==== Exercise data ====

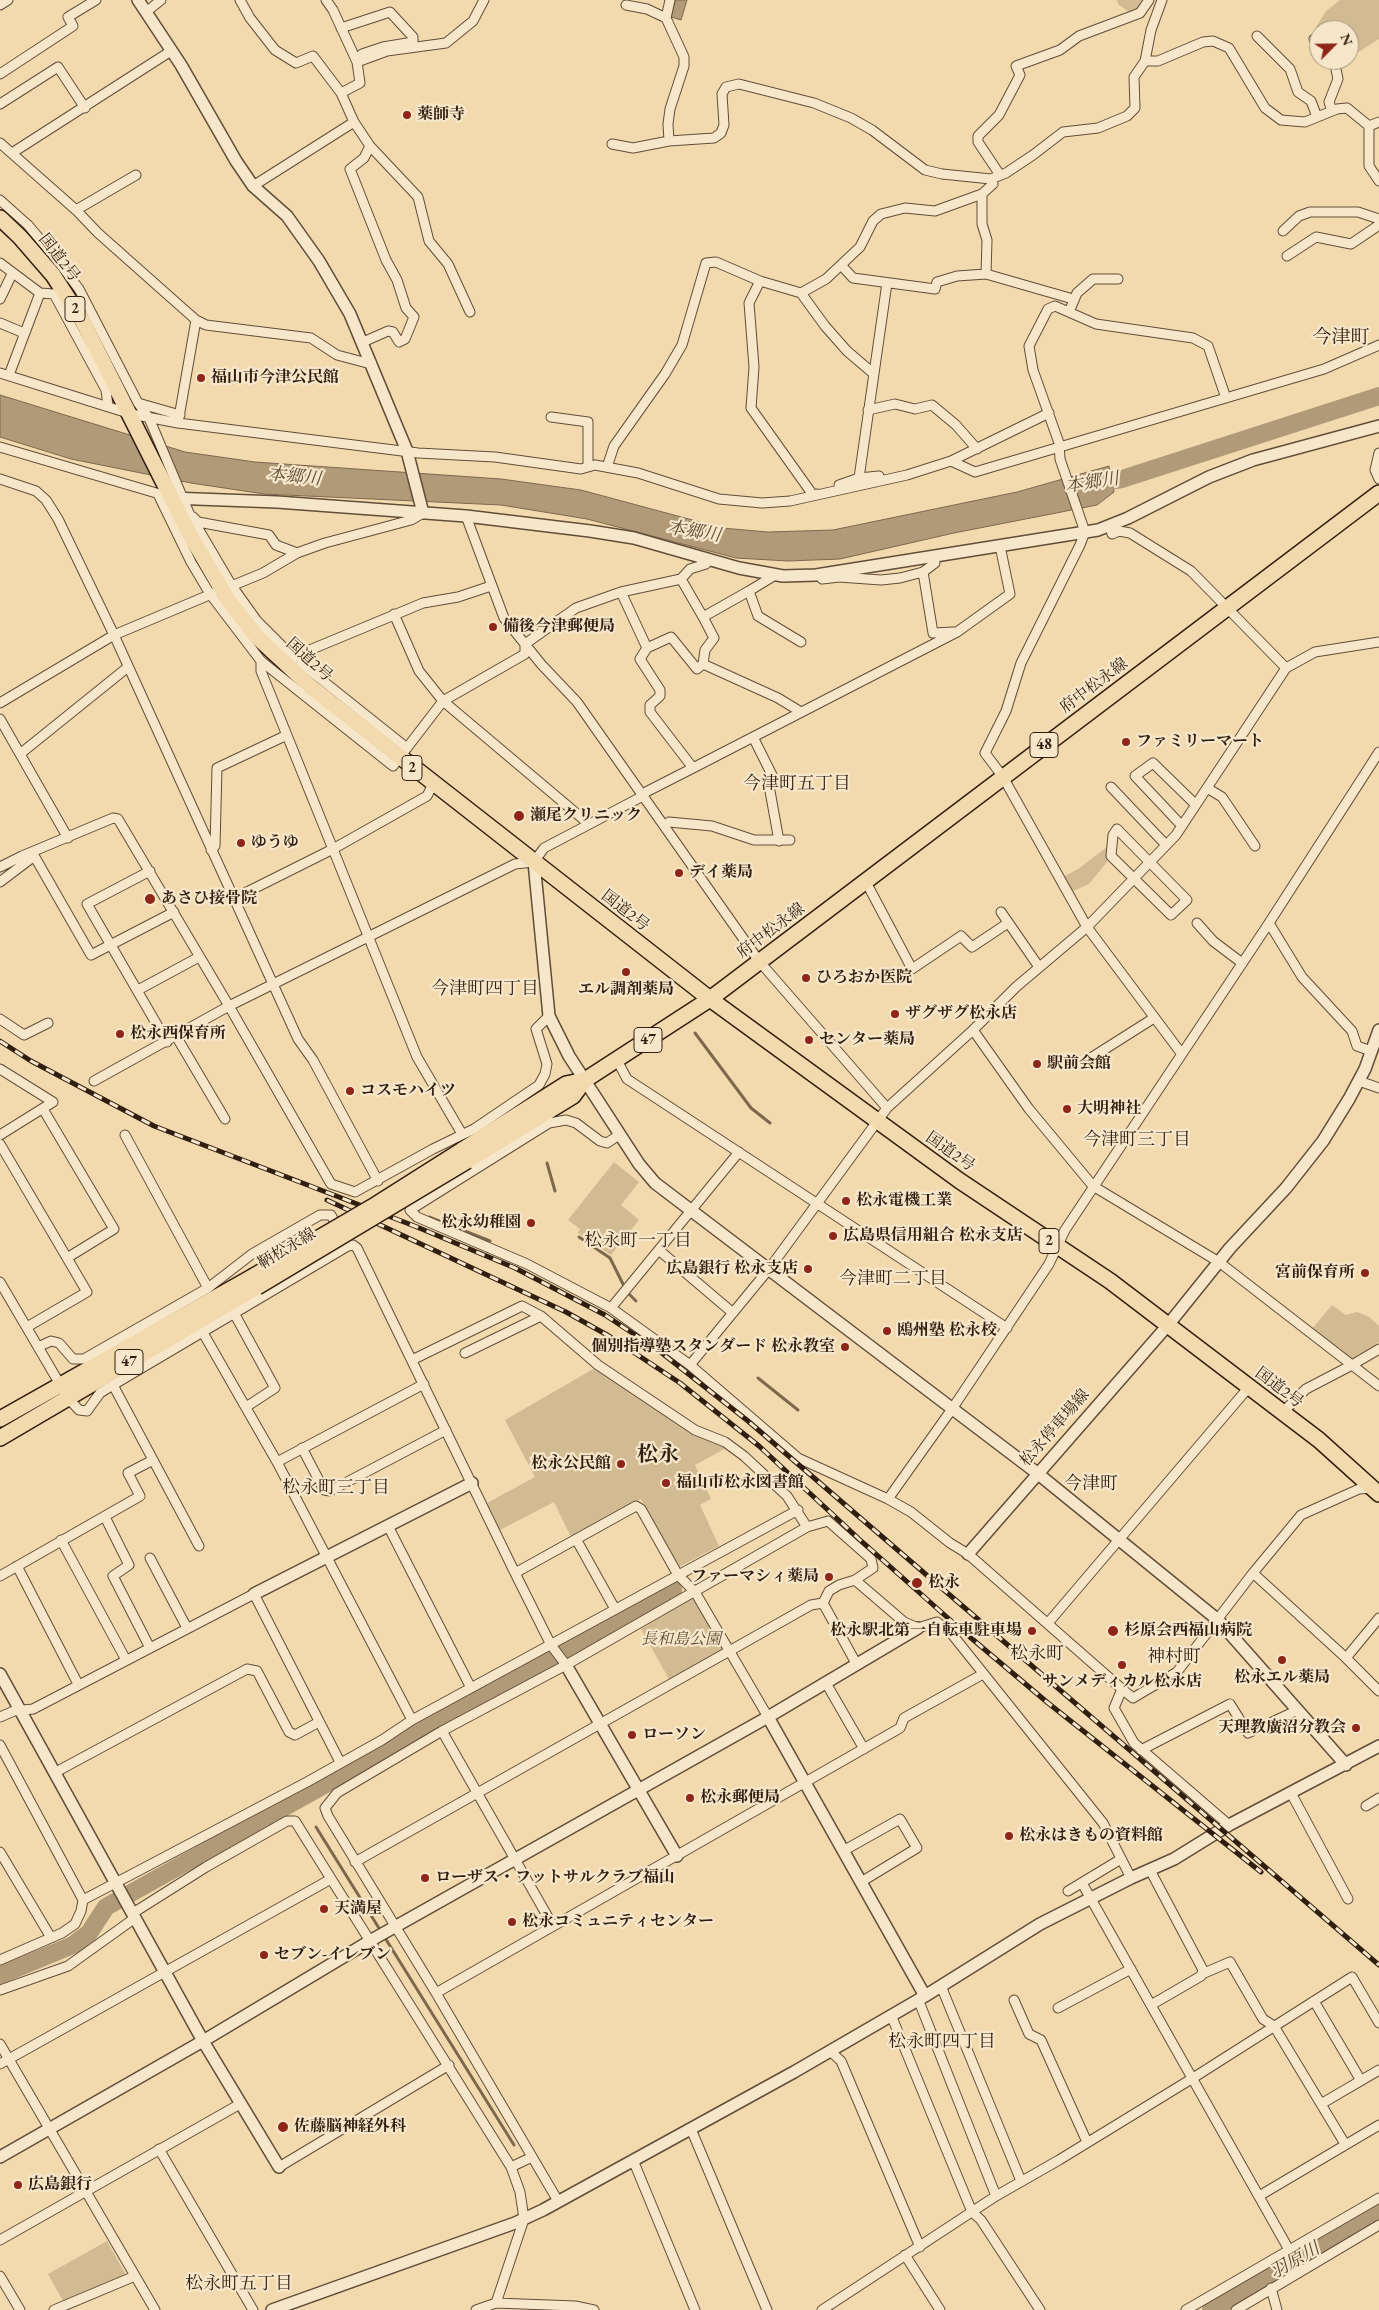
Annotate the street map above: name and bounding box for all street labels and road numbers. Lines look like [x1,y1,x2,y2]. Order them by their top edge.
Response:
street label: 国道2号 [34,230,84,286]
road number: 2 [65,296,85,322]
street label: 国道2号 [282,634,336,686]
street label: 府中松永線 [1056,654,1132,718]
road number: 48 [1030,732,1058,758]
road number: 2 [402,756,422,780]
street label: 国道2号 [597,886,653,936]
street label: 府中松永線 [733,899,809,963]
road number: 47 [634,1028,662,1052]
street label: 国道2号 [922,1128,978,1176]
street label: 鞆松永線 [255,1224,319,1274]
road number: 2 [1039,1228,1059,1254]
road number: 47 [115,1350,143,1374]
street label: 国道2号 [1251,1364,1307,1412]
street label: 松永停車場線 [1016,1385,1094,1471]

====

| Your instructions |
What is needed is an exact transcription of every entry, minus the pictures.

| Solution to this task |
Annotate the street map above: name and bounding box for all street labels and road numbers. Lines look like [x1,y1,x2,y2]. Order them by their top edge.
Response:
street label: 国道2号 [34,230,84,286]
road number: 2 [65,296,85,322]
street label: 国道2号 [282,634,336,686]
street label: 府中松永線 [1056,654,1132,718]
road number: 48 [1030,732,1058,758]
road number: 2 [402,756,422,780]
street label: 国道2号 [597,886,653,936]
street label: 府中松永線 [733,899,809,963]
road number: 47 [634,1028,662,1052]
street label: 国道2号 [922,1128,978,1176]
street label: 鞆松永線 [255,1224,319,1274]
road number: 2 [1039,1228,1059,1254]
road number: 47 [115,1350,143,1374]
street label: 国道2号 [1251,1364,1307,1412]
street label: 松永停車場線 [1016,1385,1094,1471]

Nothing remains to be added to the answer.